### What is needed
If a line in the entries below contains "relative", copy it.

-- Opening Marker --

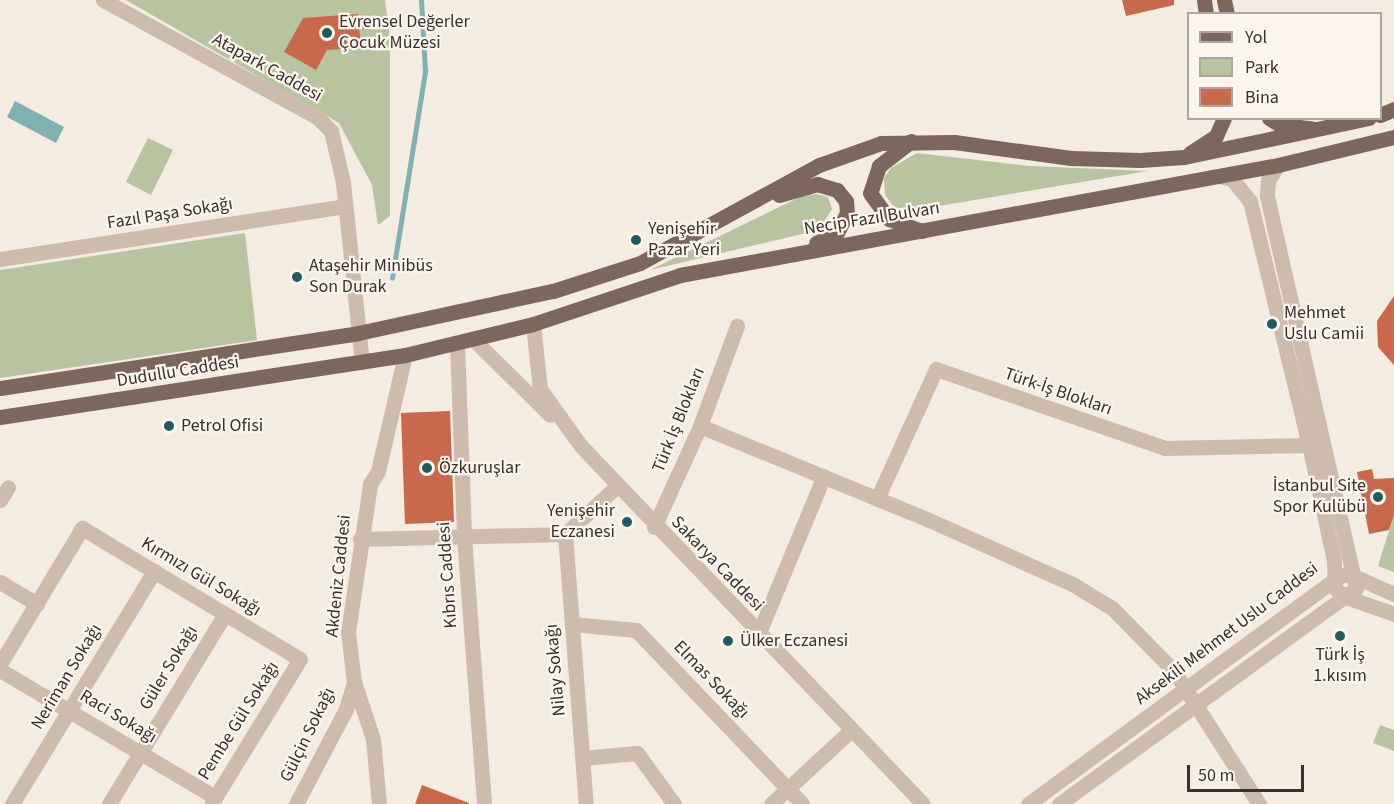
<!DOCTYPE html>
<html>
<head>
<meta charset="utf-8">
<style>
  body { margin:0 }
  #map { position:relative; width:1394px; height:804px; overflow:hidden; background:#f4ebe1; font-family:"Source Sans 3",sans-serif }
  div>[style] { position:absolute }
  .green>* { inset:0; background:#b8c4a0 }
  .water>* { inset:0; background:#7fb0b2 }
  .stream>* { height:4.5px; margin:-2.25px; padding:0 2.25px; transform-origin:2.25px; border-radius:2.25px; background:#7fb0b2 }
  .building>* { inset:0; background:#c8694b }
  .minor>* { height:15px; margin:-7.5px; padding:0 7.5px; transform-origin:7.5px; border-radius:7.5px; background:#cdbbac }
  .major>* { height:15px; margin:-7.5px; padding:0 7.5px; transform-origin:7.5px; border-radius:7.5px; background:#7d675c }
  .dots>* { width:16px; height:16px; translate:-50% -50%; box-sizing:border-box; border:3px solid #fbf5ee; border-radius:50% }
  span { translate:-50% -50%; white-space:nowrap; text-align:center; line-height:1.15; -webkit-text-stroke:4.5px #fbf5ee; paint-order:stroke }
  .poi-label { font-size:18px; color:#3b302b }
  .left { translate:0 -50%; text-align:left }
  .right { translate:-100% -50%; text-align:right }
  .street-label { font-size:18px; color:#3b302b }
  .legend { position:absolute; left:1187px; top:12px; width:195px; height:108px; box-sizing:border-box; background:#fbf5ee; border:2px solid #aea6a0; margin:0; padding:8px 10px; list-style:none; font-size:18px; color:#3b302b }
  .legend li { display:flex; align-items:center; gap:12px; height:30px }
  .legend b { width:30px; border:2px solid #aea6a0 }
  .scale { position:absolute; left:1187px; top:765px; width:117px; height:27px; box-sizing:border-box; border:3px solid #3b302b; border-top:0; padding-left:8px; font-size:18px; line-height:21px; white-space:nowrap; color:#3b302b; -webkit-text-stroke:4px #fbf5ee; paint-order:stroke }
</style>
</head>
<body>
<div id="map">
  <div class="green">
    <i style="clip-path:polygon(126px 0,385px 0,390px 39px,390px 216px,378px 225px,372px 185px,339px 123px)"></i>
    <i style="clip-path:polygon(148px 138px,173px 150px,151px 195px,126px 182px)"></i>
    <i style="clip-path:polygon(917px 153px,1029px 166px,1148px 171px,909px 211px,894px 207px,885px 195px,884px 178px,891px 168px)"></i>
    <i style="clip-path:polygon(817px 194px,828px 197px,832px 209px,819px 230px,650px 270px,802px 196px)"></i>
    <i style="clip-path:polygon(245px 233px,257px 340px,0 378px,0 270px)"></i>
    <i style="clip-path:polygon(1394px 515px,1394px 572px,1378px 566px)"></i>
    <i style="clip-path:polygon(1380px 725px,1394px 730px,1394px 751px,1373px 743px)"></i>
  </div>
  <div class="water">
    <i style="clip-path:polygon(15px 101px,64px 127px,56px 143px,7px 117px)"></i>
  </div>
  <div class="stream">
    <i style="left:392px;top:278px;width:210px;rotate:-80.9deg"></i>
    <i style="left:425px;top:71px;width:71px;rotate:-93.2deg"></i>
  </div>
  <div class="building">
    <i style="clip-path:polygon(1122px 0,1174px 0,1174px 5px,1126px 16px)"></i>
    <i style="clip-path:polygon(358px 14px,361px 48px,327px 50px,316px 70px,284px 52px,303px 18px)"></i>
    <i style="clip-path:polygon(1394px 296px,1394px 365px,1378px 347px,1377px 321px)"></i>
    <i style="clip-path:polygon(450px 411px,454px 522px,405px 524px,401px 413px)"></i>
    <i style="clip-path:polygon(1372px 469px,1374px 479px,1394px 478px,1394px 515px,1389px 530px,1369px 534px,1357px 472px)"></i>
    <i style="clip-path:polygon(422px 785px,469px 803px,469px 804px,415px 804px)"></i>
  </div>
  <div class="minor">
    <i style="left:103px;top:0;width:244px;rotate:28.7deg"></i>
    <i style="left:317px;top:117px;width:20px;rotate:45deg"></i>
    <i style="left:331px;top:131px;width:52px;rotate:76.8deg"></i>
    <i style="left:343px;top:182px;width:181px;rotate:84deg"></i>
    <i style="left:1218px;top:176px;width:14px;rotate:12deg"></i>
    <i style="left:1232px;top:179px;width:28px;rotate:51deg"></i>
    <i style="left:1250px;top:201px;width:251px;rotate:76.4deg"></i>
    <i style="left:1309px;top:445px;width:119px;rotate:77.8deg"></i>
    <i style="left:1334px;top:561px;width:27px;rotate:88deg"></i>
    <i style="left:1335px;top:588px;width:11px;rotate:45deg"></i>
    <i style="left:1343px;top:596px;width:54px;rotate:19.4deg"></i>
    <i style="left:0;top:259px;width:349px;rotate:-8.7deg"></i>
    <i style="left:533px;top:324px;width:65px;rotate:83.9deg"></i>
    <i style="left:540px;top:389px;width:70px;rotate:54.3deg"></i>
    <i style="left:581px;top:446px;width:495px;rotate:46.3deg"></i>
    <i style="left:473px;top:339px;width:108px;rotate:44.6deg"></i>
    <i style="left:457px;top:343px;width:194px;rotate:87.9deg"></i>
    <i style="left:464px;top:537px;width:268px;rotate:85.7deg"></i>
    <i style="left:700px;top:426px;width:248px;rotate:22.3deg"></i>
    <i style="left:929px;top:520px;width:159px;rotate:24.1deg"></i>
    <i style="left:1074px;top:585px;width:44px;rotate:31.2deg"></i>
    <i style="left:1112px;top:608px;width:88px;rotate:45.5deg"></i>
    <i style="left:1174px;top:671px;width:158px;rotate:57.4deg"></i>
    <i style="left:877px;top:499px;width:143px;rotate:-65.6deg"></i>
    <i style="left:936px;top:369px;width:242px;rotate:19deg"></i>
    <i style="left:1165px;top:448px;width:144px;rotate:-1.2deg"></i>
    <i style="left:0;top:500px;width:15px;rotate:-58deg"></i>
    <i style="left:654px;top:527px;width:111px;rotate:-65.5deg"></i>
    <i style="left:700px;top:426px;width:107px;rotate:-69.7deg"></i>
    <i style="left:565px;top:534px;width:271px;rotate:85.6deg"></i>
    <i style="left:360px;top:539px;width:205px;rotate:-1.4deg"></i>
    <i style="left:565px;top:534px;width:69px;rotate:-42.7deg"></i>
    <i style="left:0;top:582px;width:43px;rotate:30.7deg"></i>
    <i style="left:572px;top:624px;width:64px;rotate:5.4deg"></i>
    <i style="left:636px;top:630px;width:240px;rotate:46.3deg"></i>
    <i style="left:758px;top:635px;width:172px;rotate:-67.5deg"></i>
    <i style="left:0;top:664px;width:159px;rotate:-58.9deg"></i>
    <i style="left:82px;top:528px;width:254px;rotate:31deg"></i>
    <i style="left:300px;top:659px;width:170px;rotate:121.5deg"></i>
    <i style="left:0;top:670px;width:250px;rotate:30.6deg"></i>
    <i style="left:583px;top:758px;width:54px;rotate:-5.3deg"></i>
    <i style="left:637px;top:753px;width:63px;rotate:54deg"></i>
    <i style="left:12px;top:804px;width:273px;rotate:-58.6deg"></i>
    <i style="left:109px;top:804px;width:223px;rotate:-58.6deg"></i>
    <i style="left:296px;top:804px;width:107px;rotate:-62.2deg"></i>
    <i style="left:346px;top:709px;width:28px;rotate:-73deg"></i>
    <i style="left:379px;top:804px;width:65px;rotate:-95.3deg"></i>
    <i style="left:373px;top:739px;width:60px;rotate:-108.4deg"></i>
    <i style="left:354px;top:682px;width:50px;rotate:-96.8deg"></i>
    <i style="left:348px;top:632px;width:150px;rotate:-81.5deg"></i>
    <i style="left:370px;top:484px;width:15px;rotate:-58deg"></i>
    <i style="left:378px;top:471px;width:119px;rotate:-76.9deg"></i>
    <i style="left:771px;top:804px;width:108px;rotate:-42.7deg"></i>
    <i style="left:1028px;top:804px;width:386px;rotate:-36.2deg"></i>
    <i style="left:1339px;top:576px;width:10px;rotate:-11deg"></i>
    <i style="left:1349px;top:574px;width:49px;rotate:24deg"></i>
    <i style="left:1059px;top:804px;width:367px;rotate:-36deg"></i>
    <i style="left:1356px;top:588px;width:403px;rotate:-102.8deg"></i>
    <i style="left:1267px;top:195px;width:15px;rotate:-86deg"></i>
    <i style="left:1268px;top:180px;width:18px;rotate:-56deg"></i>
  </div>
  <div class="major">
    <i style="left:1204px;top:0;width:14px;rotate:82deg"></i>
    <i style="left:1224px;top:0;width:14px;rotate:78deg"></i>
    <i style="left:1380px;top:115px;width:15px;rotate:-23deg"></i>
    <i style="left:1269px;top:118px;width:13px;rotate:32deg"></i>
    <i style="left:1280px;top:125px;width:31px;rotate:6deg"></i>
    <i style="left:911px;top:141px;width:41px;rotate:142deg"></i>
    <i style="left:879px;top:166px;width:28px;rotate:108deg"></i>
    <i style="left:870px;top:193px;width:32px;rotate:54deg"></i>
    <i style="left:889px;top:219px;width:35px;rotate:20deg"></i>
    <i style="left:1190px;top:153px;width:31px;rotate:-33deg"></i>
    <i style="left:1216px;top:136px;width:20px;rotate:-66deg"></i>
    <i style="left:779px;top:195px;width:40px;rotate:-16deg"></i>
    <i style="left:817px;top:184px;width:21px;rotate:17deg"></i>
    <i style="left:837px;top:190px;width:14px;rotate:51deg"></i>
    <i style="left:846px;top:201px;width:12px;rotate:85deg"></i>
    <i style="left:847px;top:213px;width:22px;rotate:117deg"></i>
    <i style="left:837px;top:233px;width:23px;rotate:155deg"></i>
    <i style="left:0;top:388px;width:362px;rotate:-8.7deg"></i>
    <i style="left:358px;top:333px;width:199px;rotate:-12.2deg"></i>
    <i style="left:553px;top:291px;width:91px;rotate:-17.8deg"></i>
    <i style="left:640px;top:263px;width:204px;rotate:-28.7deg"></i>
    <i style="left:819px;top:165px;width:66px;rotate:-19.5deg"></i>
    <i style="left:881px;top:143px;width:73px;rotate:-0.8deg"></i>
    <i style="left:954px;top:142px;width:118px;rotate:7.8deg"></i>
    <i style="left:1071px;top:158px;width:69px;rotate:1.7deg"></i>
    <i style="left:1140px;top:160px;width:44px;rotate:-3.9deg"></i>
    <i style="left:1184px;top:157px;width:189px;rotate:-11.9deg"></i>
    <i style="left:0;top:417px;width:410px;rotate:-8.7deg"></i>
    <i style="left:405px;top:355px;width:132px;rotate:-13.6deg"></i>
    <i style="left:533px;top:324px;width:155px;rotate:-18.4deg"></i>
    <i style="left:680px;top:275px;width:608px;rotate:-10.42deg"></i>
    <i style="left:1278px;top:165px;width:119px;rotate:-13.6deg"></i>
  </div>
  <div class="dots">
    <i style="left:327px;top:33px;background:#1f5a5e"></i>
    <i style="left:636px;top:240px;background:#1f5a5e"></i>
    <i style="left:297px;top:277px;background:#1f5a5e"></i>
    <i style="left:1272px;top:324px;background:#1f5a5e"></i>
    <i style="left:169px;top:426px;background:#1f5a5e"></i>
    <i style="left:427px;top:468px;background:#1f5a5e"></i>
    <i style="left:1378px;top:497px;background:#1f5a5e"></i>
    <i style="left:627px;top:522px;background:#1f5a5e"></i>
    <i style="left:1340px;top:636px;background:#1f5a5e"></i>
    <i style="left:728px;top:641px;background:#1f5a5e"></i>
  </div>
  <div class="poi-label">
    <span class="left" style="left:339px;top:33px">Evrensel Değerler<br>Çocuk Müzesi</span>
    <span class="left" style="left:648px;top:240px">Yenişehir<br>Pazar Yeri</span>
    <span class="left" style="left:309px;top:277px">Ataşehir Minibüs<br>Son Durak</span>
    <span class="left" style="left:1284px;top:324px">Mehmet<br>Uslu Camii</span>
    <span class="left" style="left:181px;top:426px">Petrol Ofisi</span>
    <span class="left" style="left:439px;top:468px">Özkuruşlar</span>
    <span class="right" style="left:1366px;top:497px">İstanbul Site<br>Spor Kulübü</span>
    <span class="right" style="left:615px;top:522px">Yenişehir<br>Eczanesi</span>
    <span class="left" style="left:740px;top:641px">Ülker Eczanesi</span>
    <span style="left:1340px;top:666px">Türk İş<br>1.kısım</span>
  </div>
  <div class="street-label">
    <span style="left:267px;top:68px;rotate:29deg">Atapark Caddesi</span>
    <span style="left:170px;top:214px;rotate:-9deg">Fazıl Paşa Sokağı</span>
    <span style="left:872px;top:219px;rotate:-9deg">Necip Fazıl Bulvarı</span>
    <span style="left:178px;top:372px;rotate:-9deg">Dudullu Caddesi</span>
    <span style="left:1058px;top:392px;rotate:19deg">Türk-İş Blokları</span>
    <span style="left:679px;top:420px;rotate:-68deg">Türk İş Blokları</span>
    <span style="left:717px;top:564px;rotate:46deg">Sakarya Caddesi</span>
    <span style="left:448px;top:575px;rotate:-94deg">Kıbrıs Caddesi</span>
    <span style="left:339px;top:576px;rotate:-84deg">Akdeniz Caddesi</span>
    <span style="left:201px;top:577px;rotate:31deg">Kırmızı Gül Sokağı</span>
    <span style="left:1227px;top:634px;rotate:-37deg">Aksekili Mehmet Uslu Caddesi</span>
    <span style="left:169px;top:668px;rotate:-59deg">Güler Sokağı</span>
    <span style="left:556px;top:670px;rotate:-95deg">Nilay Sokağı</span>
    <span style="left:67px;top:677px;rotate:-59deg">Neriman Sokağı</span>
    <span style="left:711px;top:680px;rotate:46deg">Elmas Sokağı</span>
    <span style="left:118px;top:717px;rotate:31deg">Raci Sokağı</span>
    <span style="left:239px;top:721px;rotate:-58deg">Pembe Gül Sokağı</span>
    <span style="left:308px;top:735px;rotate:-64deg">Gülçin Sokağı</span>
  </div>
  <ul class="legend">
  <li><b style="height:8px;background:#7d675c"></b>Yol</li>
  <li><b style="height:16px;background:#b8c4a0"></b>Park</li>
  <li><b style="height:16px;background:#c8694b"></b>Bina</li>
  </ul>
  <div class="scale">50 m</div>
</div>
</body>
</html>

-- Closing Marker --
-- Opening Marker --

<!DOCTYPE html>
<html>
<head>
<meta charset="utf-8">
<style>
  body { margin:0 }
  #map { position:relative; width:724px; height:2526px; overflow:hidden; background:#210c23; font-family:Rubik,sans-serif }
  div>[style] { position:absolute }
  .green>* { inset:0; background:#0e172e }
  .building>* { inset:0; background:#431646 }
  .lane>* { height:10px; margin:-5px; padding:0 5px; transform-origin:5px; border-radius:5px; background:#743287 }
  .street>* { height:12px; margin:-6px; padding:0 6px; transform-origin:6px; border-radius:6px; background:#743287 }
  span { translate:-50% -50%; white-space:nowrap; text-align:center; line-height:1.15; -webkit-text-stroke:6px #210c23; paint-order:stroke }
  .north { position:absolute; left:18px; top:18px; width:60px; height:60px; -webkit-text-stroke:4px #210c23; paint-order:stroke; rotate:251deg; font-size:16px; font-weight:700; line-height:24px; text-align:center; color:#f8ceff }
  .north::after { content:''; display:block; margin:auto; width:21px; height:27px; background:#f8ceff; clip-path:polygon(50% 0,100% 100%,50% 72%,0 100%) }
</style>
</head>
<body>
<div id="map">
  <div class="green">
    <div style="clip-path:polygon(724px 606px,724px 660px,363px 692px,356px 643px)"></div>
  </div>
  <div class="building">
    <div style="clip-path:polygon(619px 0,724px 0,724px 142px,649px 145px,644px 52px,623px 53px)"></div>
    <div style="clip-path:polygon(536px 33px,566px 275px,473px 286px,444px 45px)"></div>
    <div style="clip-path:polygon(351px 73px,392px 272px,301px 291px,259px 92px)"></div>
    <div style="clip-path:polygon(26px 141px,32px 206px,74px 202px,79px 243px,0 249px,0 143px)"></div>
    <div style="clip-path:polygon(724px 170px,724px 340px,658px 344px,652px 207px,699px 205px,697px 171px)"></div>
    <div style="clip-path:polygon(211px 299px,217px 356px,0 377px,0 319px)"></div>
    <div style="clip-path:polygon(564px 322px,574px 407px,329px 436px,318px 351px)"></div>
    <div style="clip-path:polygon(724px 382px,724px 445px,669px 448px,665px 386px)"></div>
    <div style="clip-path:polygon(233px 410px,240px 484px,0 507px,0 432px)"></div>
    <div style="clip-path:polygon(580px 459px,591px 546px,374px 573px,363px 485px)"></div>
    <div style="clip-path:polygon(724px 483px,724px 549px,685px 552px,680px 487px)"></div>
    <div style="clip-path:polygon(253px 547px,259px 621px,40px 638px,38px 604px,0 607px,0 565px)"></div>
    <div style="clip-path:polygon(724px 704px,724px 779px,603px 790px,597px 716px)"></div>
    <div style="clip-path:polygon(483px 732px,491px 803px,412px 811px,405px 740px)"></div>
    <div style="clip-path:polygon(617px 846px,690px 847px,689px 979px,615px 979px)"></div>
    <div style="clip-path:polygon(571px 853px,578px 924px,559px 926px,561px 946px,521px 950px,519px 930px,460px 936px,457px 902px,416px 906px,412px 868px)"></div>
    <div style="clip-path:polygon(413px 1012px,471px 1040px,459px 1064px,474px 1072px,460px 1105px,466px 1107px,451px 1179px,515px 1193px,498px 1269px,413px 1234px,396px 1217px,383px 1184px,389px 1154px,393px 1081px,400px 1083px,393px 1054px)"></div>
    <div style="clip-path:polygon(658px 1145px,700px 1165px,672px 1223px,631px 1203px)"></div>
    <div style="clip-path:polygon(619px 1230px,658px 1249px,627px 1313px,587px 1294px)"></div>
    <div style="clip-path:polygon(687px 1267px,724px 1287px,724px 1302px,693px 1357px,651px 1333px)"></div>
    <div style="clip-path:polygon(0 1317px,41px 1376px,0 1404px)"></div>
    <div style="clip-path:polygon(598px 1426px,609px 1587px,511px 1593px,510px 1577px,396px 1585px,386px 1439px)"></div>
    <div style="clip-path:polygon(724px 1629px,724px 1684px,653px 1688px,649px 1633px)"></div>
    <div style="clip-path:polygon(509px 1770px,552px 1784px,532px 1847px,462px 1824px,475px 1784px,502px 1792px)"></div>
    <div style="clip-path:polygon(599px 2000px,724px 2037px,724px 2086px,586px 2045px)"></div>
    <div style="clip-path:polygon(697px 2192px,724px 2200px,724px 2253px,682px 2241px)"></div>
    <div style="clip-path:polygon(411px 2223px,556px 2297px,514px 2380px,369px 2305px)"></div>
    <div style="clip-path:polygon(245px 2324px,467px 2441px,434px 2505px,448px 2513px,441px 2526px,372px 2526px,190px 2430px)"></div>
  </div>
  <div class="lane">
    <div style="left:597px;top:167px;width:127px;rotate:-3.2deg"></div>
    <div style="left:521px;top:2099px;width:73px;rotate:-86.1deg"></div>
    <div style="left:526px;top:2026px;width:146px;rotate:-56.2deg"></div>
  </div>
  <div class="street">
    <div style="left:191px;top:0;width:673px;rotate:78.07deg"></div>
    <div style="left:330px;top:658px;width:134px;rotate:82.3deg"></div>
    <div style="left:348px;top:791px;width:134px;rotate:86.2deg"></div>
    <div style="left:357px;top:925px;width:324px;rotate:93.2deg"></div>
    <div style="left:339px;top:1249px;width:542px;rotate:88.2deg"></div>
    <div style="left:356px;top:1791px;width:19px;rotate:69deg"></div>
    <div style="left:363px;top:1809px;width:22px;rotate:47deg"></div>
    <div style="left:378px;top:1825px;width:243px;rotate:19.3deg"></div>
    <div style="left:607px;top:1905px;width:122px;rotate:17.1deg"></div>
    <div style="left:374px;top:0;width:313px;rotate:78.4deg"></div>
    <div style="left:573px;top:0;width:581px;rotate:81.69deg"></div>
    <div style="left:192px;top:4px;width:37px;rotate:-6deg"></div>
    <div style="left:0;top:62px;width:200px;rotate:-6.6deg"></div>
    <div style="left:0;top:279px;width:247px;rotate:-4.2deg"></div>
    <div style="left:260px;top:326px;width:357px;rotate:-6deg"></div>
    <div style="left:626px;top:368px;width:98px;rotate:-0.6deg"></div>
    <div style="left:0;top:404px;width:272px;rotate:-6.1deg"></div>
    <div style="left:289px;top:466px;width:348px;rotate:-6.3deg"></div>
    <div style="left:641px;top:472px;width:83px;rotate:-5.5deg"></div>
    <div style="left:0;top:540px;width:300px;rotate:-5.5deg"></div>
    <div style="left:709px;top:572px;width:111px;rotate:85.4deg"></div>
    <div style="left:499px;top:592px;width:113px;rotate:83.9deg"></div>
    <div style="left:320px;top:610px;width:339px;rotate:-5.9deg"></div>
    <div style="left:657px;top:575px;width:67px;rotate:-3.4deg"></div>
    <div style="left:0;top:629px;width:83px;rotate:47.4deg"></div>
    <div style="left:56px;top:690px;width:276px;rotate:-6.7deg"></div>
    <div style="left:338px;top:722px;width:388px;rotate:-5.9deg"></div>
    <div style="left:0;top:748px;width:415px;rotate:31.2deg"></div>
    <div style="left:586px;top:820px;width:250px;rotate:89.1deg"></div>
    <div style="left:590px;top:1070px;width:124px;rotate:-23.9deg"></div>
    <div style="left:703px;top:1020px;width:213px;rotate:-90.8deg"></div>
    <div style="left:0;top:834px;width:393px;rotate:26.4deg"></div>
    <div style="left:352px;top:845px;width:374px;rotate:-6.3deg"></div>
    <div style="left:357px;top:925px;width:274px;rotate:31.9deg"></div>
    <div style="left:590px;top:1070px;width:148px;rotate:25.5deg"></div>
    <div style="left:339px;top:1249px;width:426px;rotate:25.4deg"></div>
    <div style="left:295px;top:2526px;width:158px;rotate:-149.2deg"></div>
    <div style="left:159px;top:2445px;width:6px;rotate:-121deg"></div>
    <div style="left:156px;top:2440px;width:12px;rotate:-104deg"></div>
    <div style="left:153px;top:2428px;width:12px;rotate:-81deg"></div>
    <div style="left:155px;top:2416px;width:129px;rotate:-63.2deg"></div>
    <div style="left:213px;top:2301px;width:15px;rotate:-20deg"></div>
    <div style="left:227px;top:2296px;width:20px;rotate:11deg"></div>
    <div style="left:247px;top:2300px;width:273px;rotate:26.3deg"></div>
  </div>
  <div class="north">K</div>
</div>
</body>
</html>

-- Closing Marker --

### Exercise result
  #map { position:relative; width:1394px; height:804px; overflow:hidden; background:#f4ebe1; font-family:"Source Sans 3",sans-serif }
  #map { position:relative; width:724px; height:2526px; overflow:hidden; background:#210c23; font-family:Rubik,sans-serif }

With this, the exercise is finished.